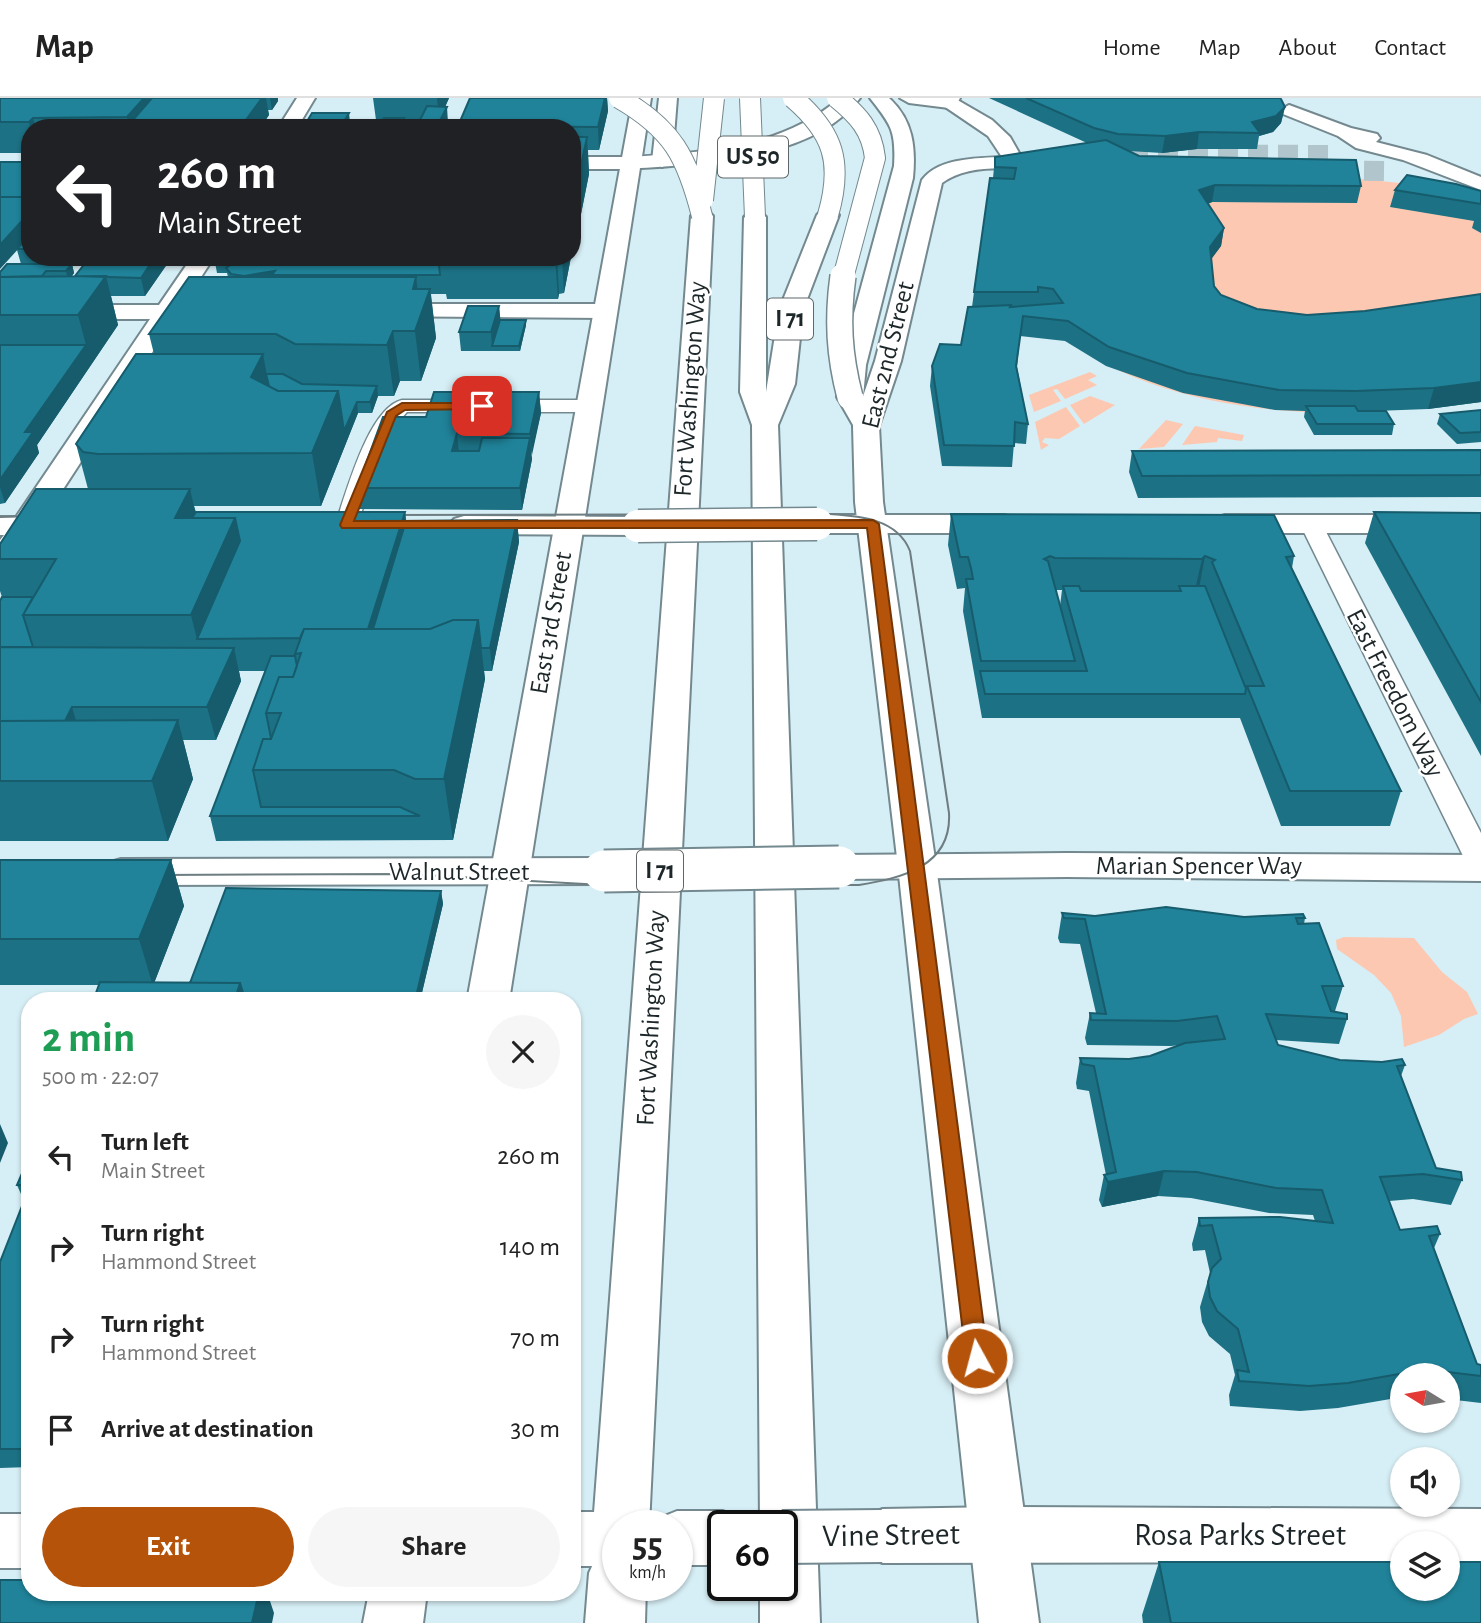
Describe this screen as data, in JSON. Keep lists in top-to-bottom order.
{
  "streets": {
    "main road": [
      "US 50",
      "I 71",
      "East 2nd Street",
      "Fort Washington Way",
      "East 3rd Street",
      "Marian Spencer Way",
      "Walnut Street",
      "Vine Street",
      "Rosa Parks Street"
    ],
    "street": ["East Freedom Way"]
  },
  "crossings": [
    ["US 50", "I 71"],
    ["US 50", "Fort Washington Way"],
    ["I 71", "Fort Washington Way"],
    ["East 2nd Street", "Marian Spencer Way"],
    ["East 2nd Street", "Walnut Street"],
    ["East 2nd Street", "Vine Street"],
    ["East 2nd Street", "Rosa Parks Street"],
    ["East 3rd Street", "Walnut Street"],
    ["Marian Spencer Way", "Walnut Street"],
    ["Vine Street", "Rosa Parks Street"]
  ],
  "north": "left",
  "page": {
    "header": "Map",
    "nav": [
      "Home",
      "Map",
      "About",
      "Contact"
    ],
    "turn": ["260 m", "Main Street"],
    "heading": ["2 min", "500 m · 22:07"],
    "list": [
      {
        "name": "Turn left",
        "note": "Main Street",
        "value": "260 m"
      },
      {
        "name": "Turn right",
        "note": "Hammond Street",
        "value": "140 m"
      },
      {
        "name": "Turn right",
        "note": "Hammond Street",
        "value": "70 m"
      },
      {
        "name": "Arrive at destination",
        "value": "30 m"
      }
    ],
    "buttons": ["Exit", "Share"],
    "speed": "55 km/h",
    "limit": "60"
  }
}
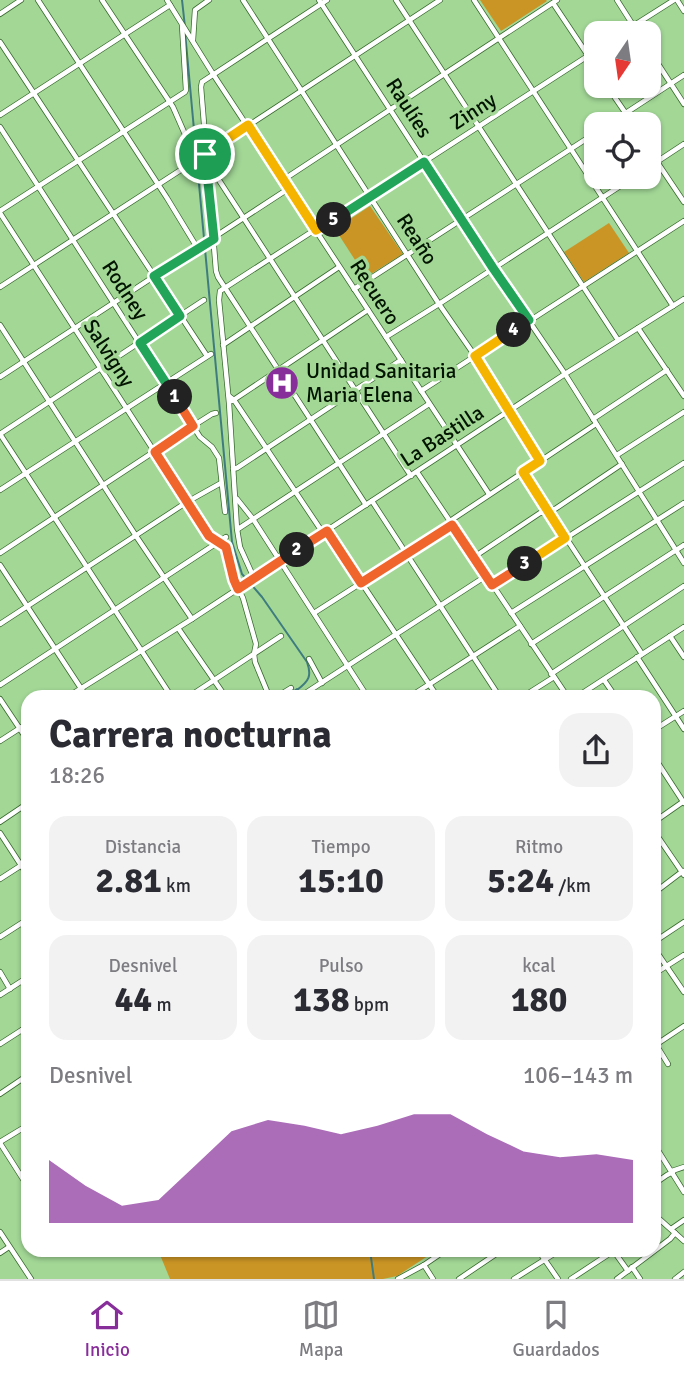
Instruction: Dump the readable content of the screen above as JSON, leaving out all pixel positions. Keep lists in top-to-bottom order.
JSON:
{
  "streets": {
    "street": [
      "Raulíes",
      "Zinny",
      "Reaño",
      "Rodney",
      "Recuero",
      "Salvigny",
      "La Bastilla"
    ]
  },
  "crossings": [
    ["Raulíes", "Zinny"],
    ["Raulíes", "La Bastilla"],
    ["Zinny", "Reaño"],
    ["Zinny", "Recuero"],
    ["Reaño", "La Bastilla"],
    ["Recuero", "La Bastilla"],
    ["Salvigny", "La Bastilla"]
  ],
  "places": {
    "hospital": ["Unidad Sanitaria Maria Elena"]
  },
  "north": "bottom",
  "page": {
    "pins": [
      "5",
      "4",
      "1",
      "2",
      "3"
    ],
    "heading": ["Carrera nocturna", "18:26"],
    "stats": [
      ["Distancia", "2.81 km"],
      ["Tiempo", "15:10"],
      ["Ritmo", "5:24 /km"],
      ["Desnivel", "44 m"],
      ["Pulso", "138 bpm"],
      ["kcal", "180"]
    ],
    "chart": ["Desnivel", "106–143 m"],
    "tabs": ["Inicio", "Mapa", "Guardados"]
  }
}
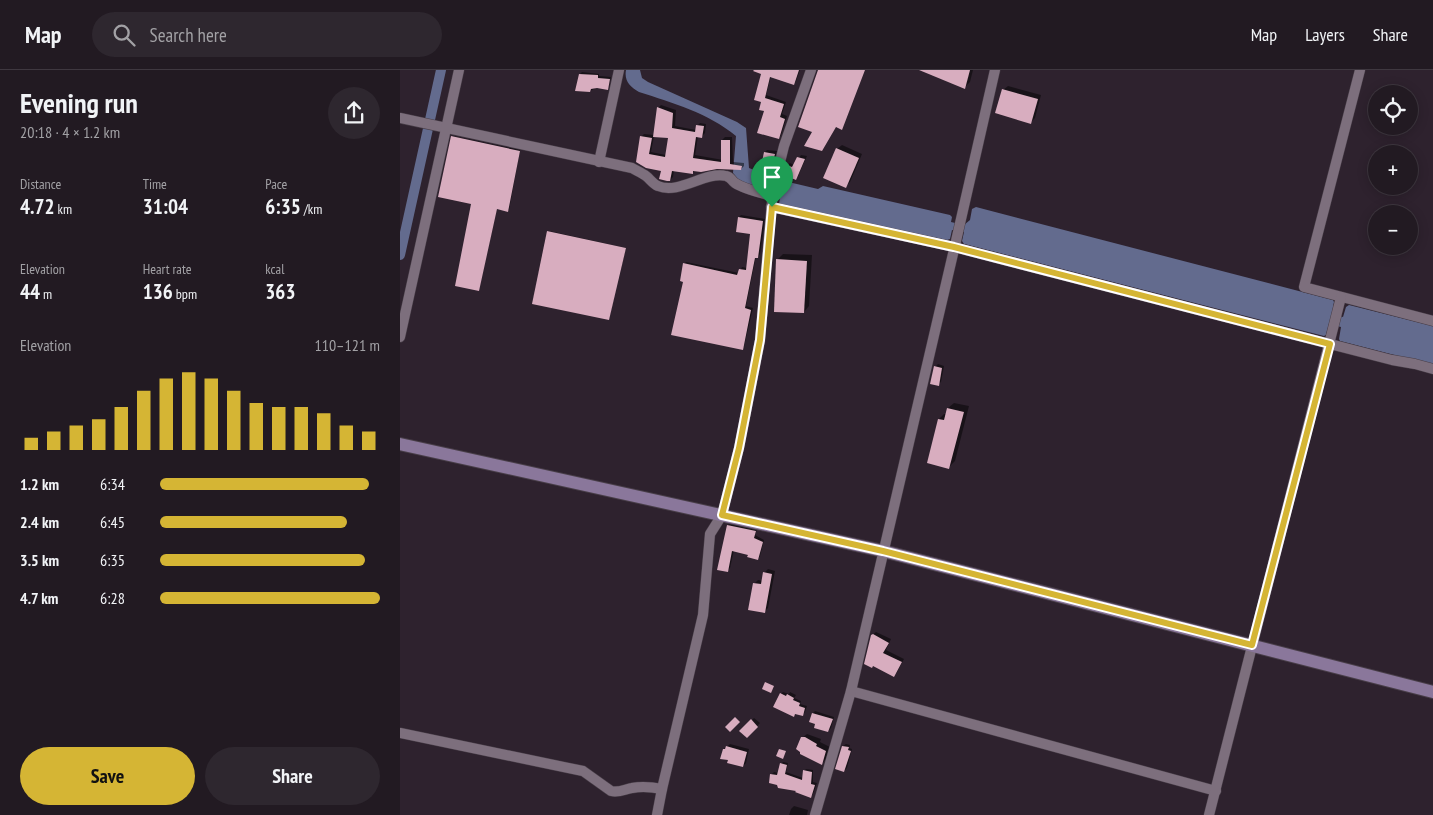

* * * *

Write out the whole listing verbatim, images excluded.

Answer for this exercise:
Describe this screen as data, in JSON. Keep lists in top-to-bottom order.
{
  "streets": {
    "main road": [
      "US 50",
      "I 71",
      "East 2nd Street",
      "Fort Washington Way",
      "East 3rd Street",
      "Marian Spencer Way",
      "Walnut Street",
      "Vine Street",
      "Rosa Parks Street"
    ],
    "street": ["East Freedom Way"]
  },
  "crossings": [
    ["US 50", "I 71"],
    ["US 50", "Fort Washington Way"],
    ["I 71", "Fort Washington Way"],
    ["East 2nd Street", "Marian Spencer Way"],
    ["East 2nd Street", "Walnut Street"],
    ["East 2nd Street", "Vine Street"],
    ["East 2nd Street", "Rosa Parks Street"],
    ["East 3rd Street", "Walnut Street"],
    ["Marian Spencer Way", "Walnut Street"],
    ["Vine Street", "Rosa Parks Street"]
  ],
  "north": "left",
  "page": {
    "header": "Map",
    "nav": [
      "Home",
      "Map",
      "About",
      "Contact"
    ],
    "turn": ["260 m", "Main Street"],
    "heading": ["2 min", "500 m · 22:07"],
    "list": [
      {
        "name": "Turn left",
        "note": "Main Street",
        "value": "260 m"
      },
      {
        "name": "Turn right",
        "note": "Hammond Street",
        "value": "140 m"
      },
      {
        "name": "Turn right",
        "note": "Hammond Street",
        "value": "70 m"
      },
      {
        "name": "Arrive at destination",
        "value": "30 m"
      }
    ],
    "buttons": ["Exit", "Share"],
    "speed": "55 km/h",
    "limit": "60"
  }
}
Instruction: Dump the readable content of the screen above as JSON, leaving out all pixel positions. Keep lists in top-to-bottom order.
JSON:
{
  "streets": {
    "street": [
      "Raulíes",
      "Zinny",
      "Reaño",
      "Rodney",
      "Recuero",
      "Salvigny",
      "La Bastilla"
    ]
  },
  "crossings": [
    ["Raulíes", "Zinny"],
    ["Raulíes", "La Bastilla"],
    ["Zinny", "Reaño"],
    ["Zinny", "Recuero"],
    ["Reaño", "La Bastilla"],
    ["Recuero", "La Bastilla"],
    ["Salvigny", "La Bastilla"]
  ],
  "places": {
    "hospital": ["Unidad Sanitaria Maria Elena"]
  },
  "north": "bottom",
  "page": {
    "pins": [
      "5",
      "4",
      "1",
      "2",
      "3"
    ],
    "heading": ["Carrera nocturna", "18:26"],
    "stats": [
      ["Distancia", "2.81 km"],
      ["Tiempo", "15:10"],
      ["Ritmo", "5:24 /km"],
      ["Desnivel", "44 m"],
      ["Pulso", "138 bpm"],
      ["kcal", "180"]
    ],
    "chart": ["Desnivel", "106–143 m"],
    "tabs": ["Inicio", "Mapa", "Guardados"]
  }
}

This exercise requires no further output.